Content starts

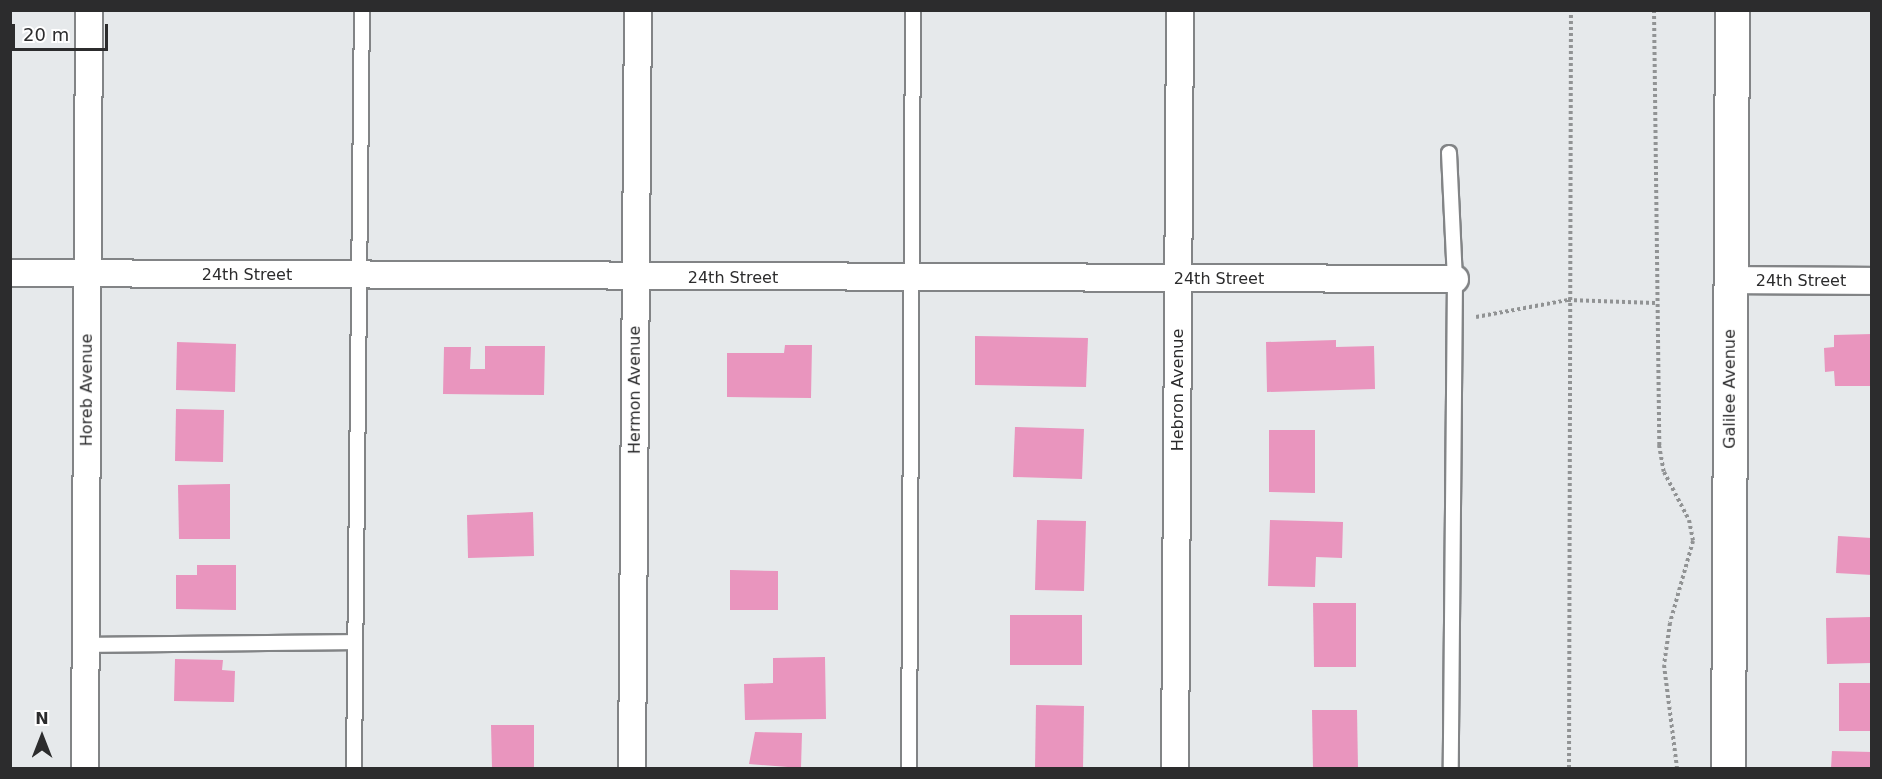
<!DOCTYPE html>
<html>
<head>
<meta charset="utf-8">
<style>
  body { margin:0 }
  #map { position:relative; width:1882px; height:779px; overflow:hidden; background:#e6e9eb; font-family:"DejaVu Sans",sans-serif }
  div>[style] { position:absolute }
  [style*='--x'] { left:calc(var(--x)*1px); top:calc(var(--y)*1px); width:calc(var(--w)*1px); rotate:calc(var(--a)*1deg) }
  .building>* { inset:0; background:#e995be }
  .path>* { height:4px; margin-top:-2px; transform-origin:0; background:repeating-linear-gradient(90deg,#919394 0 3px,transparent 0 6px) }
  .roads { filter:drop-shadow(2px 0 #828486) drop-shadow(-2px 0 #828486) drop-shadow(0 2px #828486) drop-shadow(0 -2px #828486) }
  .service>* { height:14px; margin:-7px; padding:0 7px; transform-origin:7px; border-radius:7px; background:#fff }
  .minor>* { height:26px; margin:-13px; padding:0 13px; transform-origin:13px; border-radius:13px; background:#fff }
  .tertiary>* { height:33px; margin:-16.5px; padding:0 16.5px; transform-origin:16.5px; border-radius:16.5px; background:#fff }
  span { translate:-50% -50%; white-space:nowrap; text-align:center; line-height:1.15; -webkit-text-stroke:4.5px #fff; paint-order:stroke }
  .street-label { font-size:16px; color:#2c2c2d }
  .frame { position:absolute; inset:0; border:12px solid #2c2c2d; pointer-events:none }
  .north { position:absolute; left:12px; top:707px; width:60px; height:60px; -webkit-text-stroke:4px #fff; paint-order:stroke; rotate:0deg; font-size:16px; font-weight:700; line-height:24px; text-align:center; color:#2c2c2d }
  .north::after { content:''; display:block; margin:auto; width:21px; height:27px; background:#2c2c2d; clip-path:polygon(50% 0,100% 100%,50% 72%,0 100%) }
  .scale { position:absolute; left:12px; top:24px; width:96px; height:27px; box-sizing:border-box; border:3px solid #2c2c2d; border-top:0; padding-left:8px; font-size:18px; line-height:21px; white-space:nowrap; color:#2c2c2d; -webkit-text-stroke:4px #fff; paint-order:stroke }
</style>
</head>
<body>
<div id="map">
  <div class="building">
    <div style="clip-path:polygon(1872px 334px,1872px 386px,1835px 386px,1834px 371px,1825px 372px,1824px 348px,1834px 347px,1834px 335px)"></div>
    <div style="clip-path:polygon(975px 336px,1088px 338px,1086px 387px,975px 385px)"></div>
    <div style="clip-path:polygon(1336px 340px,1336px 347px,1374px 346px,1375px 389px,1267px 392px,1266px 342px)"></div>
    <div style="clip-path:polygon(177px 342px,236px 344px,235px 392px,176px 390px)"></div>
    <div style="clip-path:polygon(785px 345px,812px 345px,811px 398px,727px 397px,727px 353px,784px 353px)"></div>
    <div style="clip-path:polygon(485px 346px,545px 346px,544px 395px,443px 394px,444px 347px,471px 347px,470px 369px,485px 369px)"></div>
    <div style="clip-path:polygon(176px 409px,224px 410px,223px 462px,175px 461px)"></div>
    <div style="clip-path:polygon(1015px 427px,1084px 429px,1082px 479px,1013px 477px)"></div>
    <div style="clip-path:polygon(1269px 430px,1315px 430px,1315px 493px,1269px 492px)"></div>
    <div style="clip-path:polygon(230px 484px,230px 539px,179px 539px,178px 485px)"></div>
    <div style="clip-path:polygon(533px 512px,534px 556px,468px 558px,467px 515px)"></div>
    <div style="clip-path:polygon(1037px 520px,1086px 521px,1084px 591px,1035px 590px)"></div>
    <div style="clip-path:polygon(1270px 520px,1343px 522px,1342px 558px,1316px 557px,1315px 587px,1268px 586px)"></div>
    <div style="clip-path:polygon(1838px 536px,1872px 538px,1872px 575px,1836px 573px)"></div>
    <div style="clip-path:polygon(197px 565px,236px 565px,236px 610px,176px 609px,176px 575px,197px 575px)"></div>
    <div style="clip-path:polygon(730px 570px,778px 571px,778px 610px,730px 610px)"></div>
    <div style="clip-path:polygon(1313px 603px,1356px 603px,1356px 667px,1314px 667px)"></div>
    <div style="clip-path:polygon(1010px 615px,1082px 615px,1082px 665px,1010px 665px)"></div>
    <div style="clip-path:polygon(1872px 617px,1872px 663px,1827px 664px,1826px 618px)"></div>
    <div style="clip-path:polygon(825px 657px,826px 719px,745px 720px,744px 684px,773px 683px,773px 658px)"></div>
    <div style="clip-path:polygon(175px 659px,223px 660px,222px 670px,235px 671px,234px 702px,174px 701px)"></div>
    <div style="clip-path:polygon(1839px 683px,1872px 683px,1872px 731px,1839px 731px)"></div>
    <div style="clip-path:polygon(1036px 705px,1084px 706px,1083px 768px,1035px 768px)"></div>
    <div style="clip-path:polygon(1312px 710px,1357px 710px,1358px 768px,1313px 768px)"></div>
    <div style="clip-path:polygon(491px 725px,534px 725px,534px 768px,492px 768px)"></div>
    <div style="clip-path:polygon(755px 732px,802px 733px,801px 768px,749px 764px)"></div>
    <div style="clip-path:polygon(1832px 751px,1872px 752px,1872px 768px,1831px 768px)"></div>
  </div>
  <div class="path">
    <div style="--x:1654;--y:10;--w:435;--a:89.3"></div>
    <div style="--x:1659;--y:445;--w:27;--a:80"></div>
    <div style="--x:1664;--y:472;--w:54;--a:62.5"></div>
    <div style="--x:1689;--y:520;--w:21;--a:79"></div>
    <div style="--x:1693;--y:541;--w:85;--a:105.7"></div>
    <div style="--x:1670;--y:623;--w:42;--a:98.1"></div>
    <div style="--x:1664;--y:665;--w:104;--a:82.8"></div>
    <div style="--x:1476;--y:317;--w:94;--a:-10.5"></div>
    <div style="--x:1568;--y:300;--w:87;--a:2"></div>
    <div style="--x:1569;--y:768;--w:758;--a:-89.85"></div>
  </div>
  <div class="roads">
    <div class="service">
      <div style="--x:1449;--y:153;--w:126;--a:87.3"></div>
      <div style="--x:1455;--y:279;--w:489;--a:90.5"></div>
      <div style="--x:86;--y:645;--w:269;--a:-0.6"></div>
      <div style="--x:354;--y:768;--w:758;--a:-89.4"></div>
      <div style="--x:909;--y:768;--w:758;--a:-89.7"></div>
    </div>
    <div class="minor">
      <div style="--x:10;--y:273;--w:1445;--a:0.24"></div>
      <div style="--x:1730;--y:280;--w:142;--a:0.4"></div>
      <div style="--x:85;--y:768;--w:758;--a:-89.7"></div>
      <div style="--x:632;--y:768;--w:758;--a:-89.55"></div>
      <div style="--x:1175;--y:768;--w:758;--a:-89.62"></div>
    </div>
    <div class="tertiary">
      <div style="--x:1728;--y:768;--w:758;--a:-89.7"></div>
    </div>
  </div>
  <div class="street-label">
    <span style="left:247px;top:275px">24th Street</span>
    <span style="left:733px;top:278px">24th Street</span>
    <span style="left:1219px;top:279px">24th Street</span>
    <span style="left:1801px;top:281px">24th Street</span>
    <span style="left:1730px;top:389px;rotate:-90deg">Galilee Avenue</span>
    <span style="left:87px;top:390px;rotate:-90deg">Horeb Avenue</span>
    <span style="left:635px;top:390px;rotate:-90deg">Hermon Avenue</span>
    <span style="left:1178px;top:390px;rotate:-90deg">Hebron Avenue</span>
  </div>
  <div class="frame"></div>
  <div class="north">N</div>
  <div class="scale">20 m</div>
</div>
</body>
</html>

Content ends

Exercise brief
If a line of the entries holds the word "roads", copy it out.

Response
  .roads { filter:drop-shadow(2px 0 #828486) drop-shadow(-2px 0 #828486) drop-shadow(0 2px #828486) drop-shadow(0 -2px #828486) }
  <div class="roads">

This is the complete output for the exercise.